Despite severe damage to the proximal renal tubules, plasma creatinine levels can still be maintained within the normal range[33]. Therefore, routine monitoring of renal indicators cannot detect early damage in renal tubular function. Fortunately, research has found that some low molecular weight proteins in urine can be used as markers to detect nephrotoxicity[34]. Our study found that the median eGFR value was above 90 ml/min/1.73 m² in both the TN and TE groups, indicating less glomerular damage in these patients.

β2-M, a low molecular weight protein, present in the plasma of healthy individuals, is freely filtered by normal glomeruli and then almost completely reabsorbed and metabolized by proximal tubular cells[35]. Patients with renal tubulointerstitial damage may experience elevated levels of urinary β2-M[36,37]. β2-M is widely excreted in the urine of patients with renal tubulointerstitial disease, and is therefore considered a sensitive indicator for the early detection of tubular dysfunction[38,39]. In our study, β2-M was used to detect early proximal tubular injury. In a study that examined the detection of proximal tubule lesions caused by TDF, this indicator was shown to have better reliability and sensitivity than other urinary biomarkers[40]. In the present study, it was found that in both TN and TE patients with eGFR >90 mL/min/1.73 m², the abnormal rate of urinary β2-M exceeded one half. In clinical practice, for patients with normal eGFR, we still need to be alert to the possibility of renal tubular injury, strengthen detection and monitoring, and choose antiviral drugs with a better renal safety profile to slow down or reverse renal tubular injury deterioration as much as possible.

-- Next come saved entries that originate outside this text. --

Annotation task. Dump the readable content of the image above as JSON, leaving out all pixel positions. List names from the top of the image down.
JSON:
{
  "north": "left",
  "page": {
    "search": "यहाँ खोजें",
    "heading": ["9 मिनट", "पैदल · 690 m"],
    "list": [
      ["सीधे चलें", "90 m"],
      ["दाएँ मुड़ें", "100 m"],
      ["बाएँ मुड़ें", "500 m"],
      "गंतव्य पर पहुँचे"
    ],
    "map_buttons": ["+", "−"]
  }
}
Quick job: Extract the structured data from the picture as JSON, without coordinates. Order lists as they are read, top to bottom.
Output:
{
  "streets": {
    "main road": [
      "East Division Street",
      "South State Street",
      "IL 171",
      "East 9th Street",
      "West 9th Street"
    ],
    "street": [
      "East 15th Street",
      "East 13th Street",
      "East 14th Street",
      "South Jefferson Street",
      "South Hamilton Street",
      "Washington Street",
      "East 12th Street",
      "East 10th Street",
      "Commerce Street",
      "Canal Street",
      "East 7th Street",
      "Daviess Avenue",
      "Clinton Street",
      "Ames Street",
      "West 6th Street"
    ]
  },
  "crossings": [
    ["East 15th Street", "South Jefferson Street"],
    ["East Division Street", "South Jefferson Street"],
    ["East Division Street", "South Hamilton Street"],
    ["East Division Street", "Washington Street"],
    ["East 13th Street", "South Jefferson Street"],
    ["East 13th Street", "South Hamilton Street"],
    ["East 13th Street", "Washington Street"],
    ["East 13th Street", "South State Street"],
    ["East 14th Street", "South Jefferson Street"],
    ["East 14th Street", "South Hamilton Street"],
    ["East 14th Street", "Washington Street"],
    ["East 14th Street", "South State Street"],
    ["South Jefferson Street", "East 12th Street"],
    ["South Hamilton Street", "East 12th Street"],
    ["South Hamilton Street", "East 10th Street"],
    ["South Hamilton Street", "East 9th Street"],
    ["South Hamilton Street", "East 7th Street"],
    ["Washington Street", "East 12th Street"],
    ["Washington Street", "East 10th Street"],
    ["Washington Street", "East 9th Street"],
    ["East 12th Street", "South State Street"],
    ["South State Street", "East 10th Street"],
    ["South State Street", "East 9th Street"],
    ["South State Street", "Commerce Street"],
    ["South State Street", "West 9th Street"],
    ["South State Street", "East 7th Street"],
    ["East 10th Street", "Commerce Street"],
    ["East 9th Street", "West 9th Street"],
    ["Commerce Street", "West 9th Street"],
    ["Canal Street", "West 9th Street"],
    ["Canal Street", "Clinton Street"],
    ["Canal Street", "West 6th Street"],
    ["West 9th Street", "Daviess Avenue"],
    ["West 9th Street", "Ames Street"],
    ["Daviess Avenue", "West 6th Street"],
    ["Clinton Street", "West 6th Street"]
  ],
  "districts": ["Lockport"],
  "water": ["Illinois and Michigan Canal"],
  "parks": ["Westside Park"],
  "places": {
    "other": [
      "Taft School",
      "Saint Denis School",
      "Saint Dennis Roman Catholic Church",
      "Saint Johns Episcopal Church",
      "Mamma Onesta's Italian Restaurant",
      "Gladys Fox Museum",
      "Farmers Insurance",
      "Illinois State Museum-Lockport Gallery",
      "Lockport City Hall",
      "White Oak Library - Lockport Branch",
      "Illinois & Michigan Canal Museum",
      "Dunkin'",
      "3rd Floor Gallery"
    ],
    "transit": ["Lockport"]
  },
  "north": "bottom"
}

This study had some limitations. First, due to the retrospective nature of this cohort study conducted at a single center, the sample size was small. Future multicenter trials with larger sample sizes are needed to further validate these results. Second, there was no information on urinary β2-M excretion over 24 hours in clinical trials; instead, a spot urine sample was tested for urinary β2-M. Third, due to data limitations, other biomarkers such as α1-M and retinol-binding protein were not examined and the analyses were not adjusted for other confounders. Finally, we recognize that this was a cross-sectional study, and the dynamic changes in β2-M during treatment were not monitored; thus, further studies are required to address this issue.

CONCLUSION

In this study, we demonstrated that urinary β2-M has greater diagnostic efficacy than the blood indicator (eGFR) for renal injury in patients with CHB. Male patients with CHB need to pay more attention to monitoring renal function and use antiviral regimens with a good renal safety profile.

ACKNOWLEDGEMENTS

We are grateful to all participants, especially the study members. We are also obliged to the sample testers, who performed measurements of the urinary kidney injury markers.